Find reused text with the package `textreuse`

There are many methods by which reused text can be found. Usually these involve finding overlapping chunks of text. It is complicated when the OCR is not perfect - it’s very unlikely that long strings of exactly the same text will be found, because of small differences. One package to do this in R is the textreuse package.

In this chapter, we’ll demonstrate how to use this package and view and interpret the results from a sample of newspaper issues covering a single month.

Background

For this tutorial, we’ll use a subset of the 1855 newspaper text data, taken from the Shared Research Repository. In 1855, despite the invention and spread of the telegraph, much of the circulation of news from London to regional hubs relied on the copies of newspapers or reports travelling by railway. News from overseas might arrive first in London where it was printed in papers there, and then sent onwards via the next train to Liverpool, Edinburgh, and so forth. This was particularly true of non-urgent or timely reports.

Computationally detecting text reuse will show some of this pattern, and is a way of understanding more about the circulation of news.

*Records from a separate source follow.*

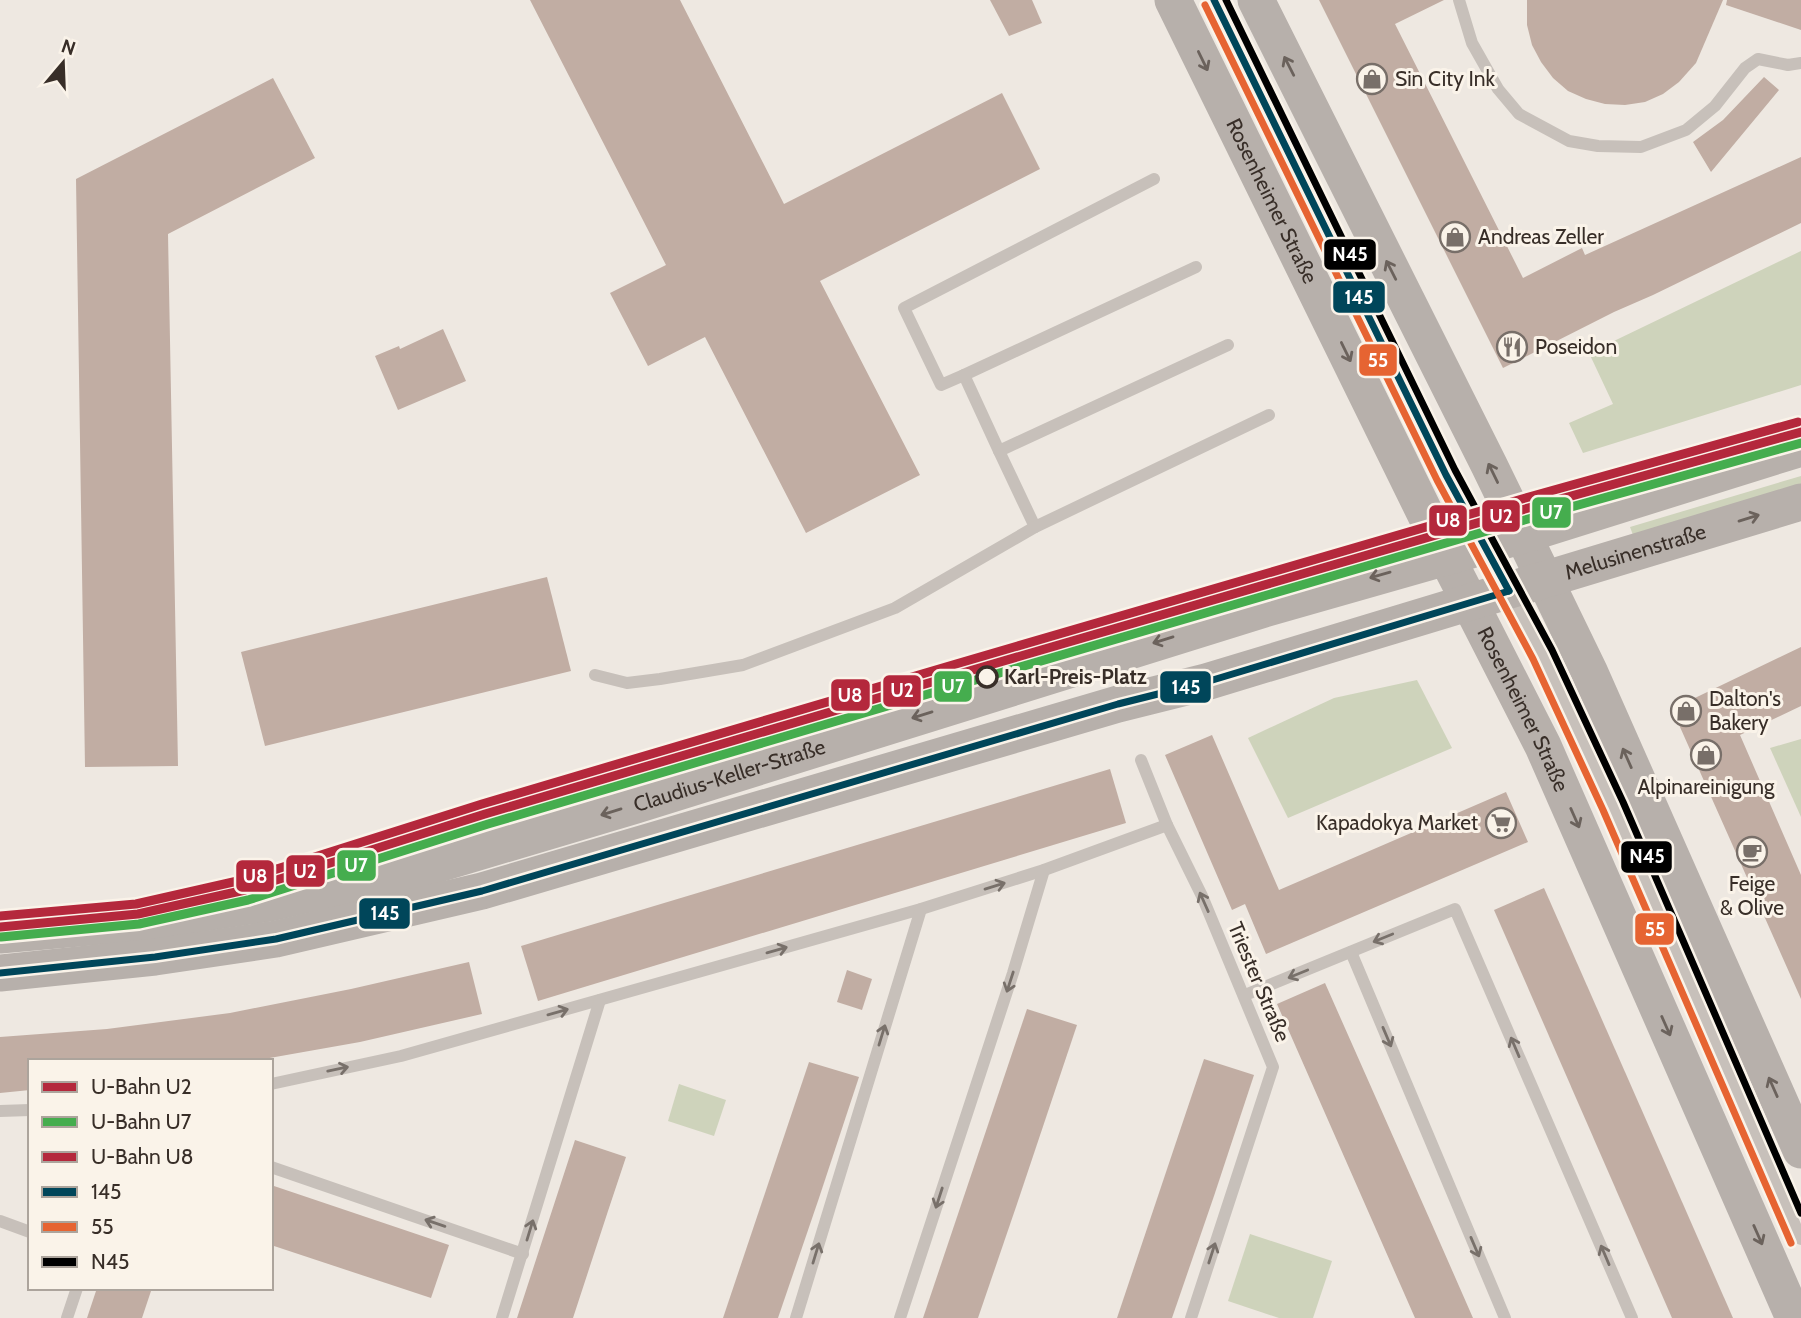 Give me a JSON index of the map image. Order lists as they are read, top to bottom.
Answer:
{
  "streets": {
    "main road": ["Rosenheimer Straße", "Melusinenstraße", "Claudius-Keller-Straße"],
    "lane": ["Triester Straße"]
  },
  "crossings": [
    ["Rosenheimer Straße", "Melusinenstraße"],
    ["Rosenheimer Straße", "Claudius-Keller-Straße"],
    ["Melusinenstraße", "Claudius-Keller-Straße"]
  ],
  "one_way": ["Triester Straße"],
  "places": {
    "shop": [
      "Sin City Ink",
      "Andreas Zeller",
      "Dalton's Bakery",
      "Alpinareinigung"
    ],
    "restaurant": ["Poseidon"],
    "other": ["Karl-Preis-Platz"],
    "supermarket": ["Kapadokya Market"],
    "cafe": ["Feige & Olive"]
  },
  "lines": [
    "transit line 145",
    "transit line N45",
    "transit line 55",
    "metro line U8",
    "metro line U2",
    "metro line U7"
  ],
  "legend": [
    "U-Bahn U2",
    "U-Bahn U7",
    "U-Bahn U8",
    "145",
    "55",
    "N45"
  ],
  "north": "top"
} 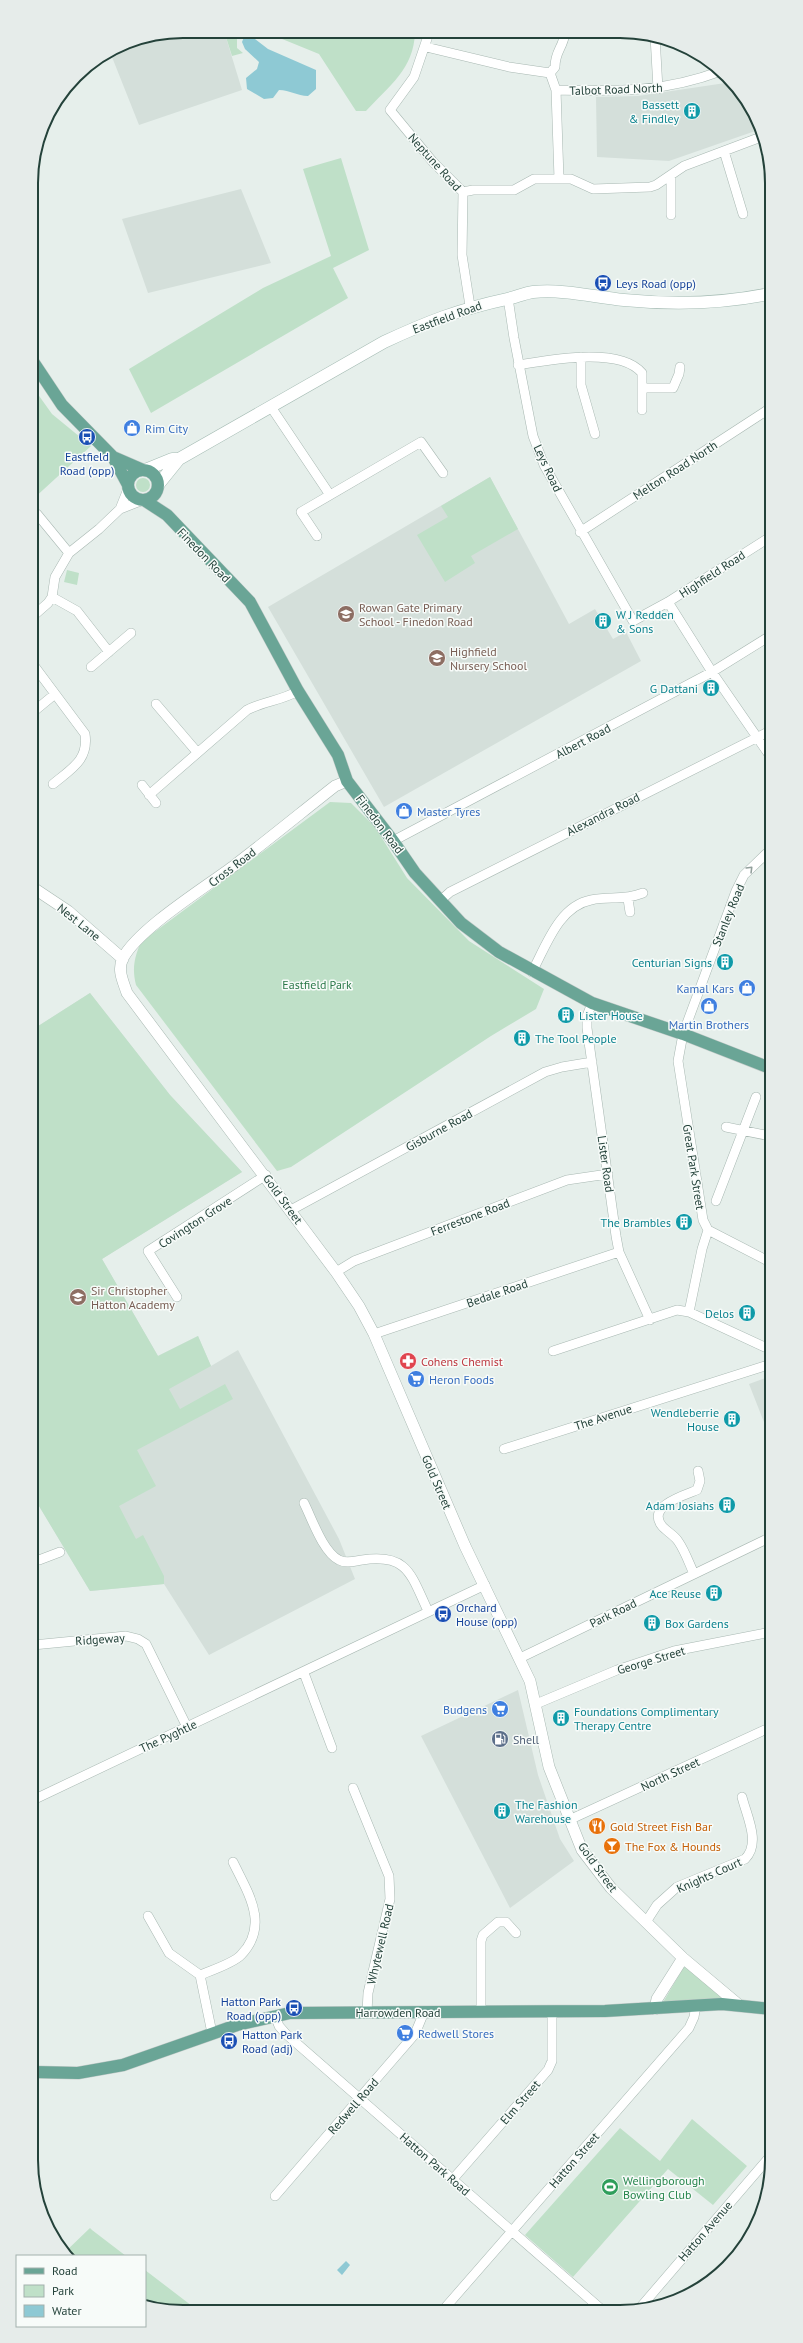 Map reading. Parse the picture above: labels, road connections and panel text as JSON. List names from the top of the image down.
{
  "streets": {
    "main road": ["Eastfield Road", "Finedon Road", "Harrowden Road"],
    "street": [
      "Talbot Road North",
      "Neptune Road",
      "Leys Road",
      "Melton Road North",
      "Highfield Road",
      "Albert Road",
      "Alexandra Road",
      "Cross Road",
      "Stanley Road",
      "Nest Lane",
      "Gisburne Road",
      "Lister Road",
      "Great Park Street",
      "Gold Street",
      "Ferrestone Road",
      "Covington Grove",
      "Bedale Road",
      "The Avenue",
      "Park Road",
      "Ridgeway",
      "George Street",
      "The Pyghtle",
      "North Street",
      "Knights Court",
      "Whytewell Road",
      "Elm Street",
      "Redwell Road",
      "Hatton Street",
      "Hatton Park Road",
      "Hatton Avenue"
    ]
  },
  "crossings": [
    ["Neptune Road", "Eastfield Road"],
    ["Eastfield Road", "Leys Road"],
    ["Eastfield Road", "Finedon Road"],
    ["Leys Road", "Melton Road North"],
    ["Leys Road", "Highfield Road"],
    ["Finedon Road", "Albert Road"],
    ["Finedon Road", "Alexandra Road"],
    ["Finedon Road", "Cross Road"],
    ["Finedon Road", "Stanley Road"],
    ["Finedon Road", "Lister Road"],
    ["Finedon Road", "Great Park Street"],
    ["Cross Road", "Nest Lane"],
    ["Cross Road", "Gold Street"],
    ["Stanley Road", "Great Park Street"],
    ["Nest Lane", "Gold Street"],
    ["Gisburne Road", "Lister Road"],
    ["Gisburne Road", "Gold Street"],
    ["Lister Road", "Ferrestone Road"],
    ["Lister Road", "Bedale Road"],
    ["Gold Street", "Ferrestone Road"],
    ["Gold Street", "Covington Grove"],
    ["Gold Street", "Bedale Road"],
    ["Gold Street", "Park Road"],
    ["Gold Street", "George Street"],
    ["Gold Street", "The Pyghtle"],
    ["Gold Street", "North Street"],
    ["Gold Street", "Knights Court"],
    ["Gold Street", "Harrowden Road"],
    ["Ridgeway", "The Pyghtle"],
    ["Whytewell Road", "Harrowden Road"],
    ["Harrowden Road", "Elm Street"],
    ["Harrowden Road", "Redwell Road"],
    ["Harrowden Road", "Hatton Street"],
    ["Harrowden Road", "Hatton Park Road"],
    ["Elm Street", "Hatton Park Road"],
    ["Redwell Road", "Hatton Park Road"],
    ["Hatton Street", "Hatton Park Road"]
  ],
  "one_way": ["Stanley Road"],
  "parks": ["Eastfield Park"],
  "places": {
    "building": [
      "Bassett & Findley",
      "W J Redden & Sons",
      "G Dattani",
      "Centurian Signs",
      "Lister House",
      "The Tool People",
      "The Brambles",
      "Delos",
      "Wendleberrie House",
      "Adam Josiahs",
      "Ace Reuse",
      "Box Gardens",
      "Foundations Complimentary Therapy Centre",
      "The Fashion Warehouse"
    ],
    "bus stop": [
      "Leys Road (opp)",
      "Eastfield Road (opp)",
      "Orchard House (opp)",
      "Hatton Park Road (opp)",
      "Hatton Park Road (adj)"
    ],
    "shop": [
      "Rim City",
      "Master Tyres",
      "Kamal Kars",
      "Martin Brothers"
    ],
    "school or university": ["Rowan Gate Primary School - Finedon Road", "Highfield Nursery School", "Sir Christopher Hatton Academy"],
    "pharmacy": ["Cohens Chemist"],
    "supermarket": ["Heron Foods", "Budgens", "Redwell Stores"],
    "fuel station": ["Shell"],
    "restaurant": ["Gold Street Fish Bar"],
    "bar": ["The Fox & Hounds"],
    "sports": ["Wellingborough Bowling Club"]
  },
  "legend": ["Road", "Park", "Water"]
} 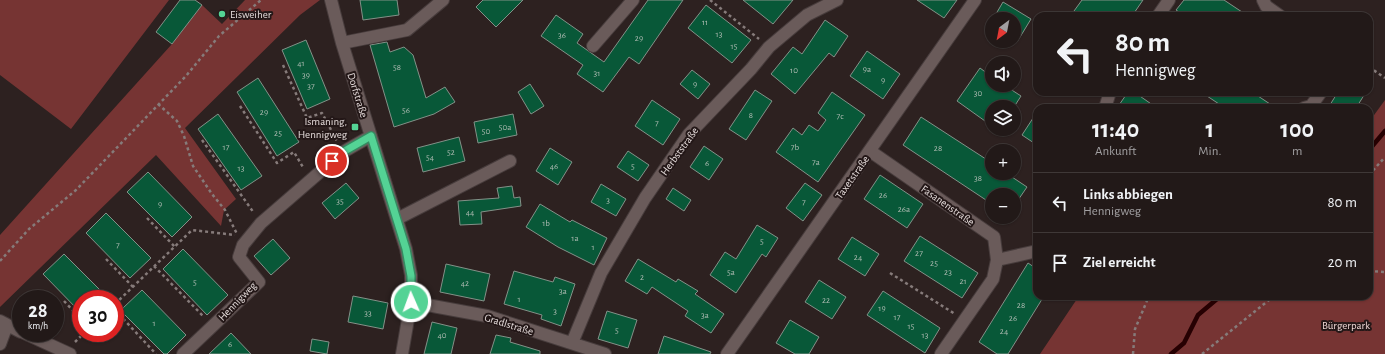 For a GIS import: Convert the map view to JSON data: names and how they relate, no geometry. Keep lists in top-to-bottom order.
{
  "streets": {
    "street": [
      "Dorfstraße",
      "Herbststraße",
      "Taxetstraße",
      "Fasanenstraße",
      "Hennigweg",
      "Gradlstraße"
    ]
  },
  "crossings": [
    ["Dorfstraße", "Gradlstraße"],
    ["Herbststraße", "Gradlstraße"],
    ["Taxetstraße", "Fasanenstraße"]
  ],
  "parks": ["Bürgerpark"],
  "places": {
    "other": ["Eisweiher"],
    "transit": ["Ismaning, Hennigweg"]
  },
  "house_numbers": [
    "11",
    "13",
    "36",
    "29",
    "15",
    "41",
    "58",
    "9a",
    "10",
    "31",
    "39",
    "9",
    "9",
    "37",
    "30",
    "56",
    "29",
    "8",
    "7c",
    "7",
    "50a",
    "50",
    "25",
    "17",
    "7b",
    "28",
    "52",
    "54",
    "7a",
    "6",
    "46",
    "5",
    "13",
    "38",
    "26",
    "3",
    "35",
    "7",
    "9",
    "26a",
    "44",
    "1b",
    "1a",
    "5",
    "7",
    "1",
    "27",
    "24",
    "25",
    "5a",
    "23",
    "2",
    "21",
    "5",
    "42",
    "3a",
    "1",
    "22",
    "28",
    "19",
    "3",
    "33",
    "3a",
    "17",
    "26",
    "1",
    "15",
    "5",
    "24",
    "40",
    "13",
    "6"
  ],
  "north": "bottom left",
  "page": {
    "map_buttons": ["+", "−"],
    "turn": ["80 m", "Hennigweg"],
    "eta": [
      "11:40",
      "Ankunft",
      "1",
      "Min.",
      "100",
      "m"
    ],
    "list": [
      {
        "name": "Links abbiegen",
        "note": "Hennigweg",
        "value": "80 m"
      },
      {
        "name": "Ziel erreicht",
        "value": "20 m"
      }
    ],
    "speed": "28 km/h",
    "limit": "30"
  }
}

By looking at the source newspapers for text printed in regional papers, we can get an idea of the patterns of news flow from one place to another. The results will show a variety of reuse: not just reused articles, but repeated advertisements, and quotations from third parties.

Method

The textreuse package expects a corpus in the form of a folder of text documents. To get the data in this format, the first step is to take the dataframe of articles we have been using throughout the book, filter to a single month, and export the text each article to a separate text document, in a new folder.

Following this, we’ll use functions from the textreuse package to generate a datasetset of pairs of articles and a similarity score.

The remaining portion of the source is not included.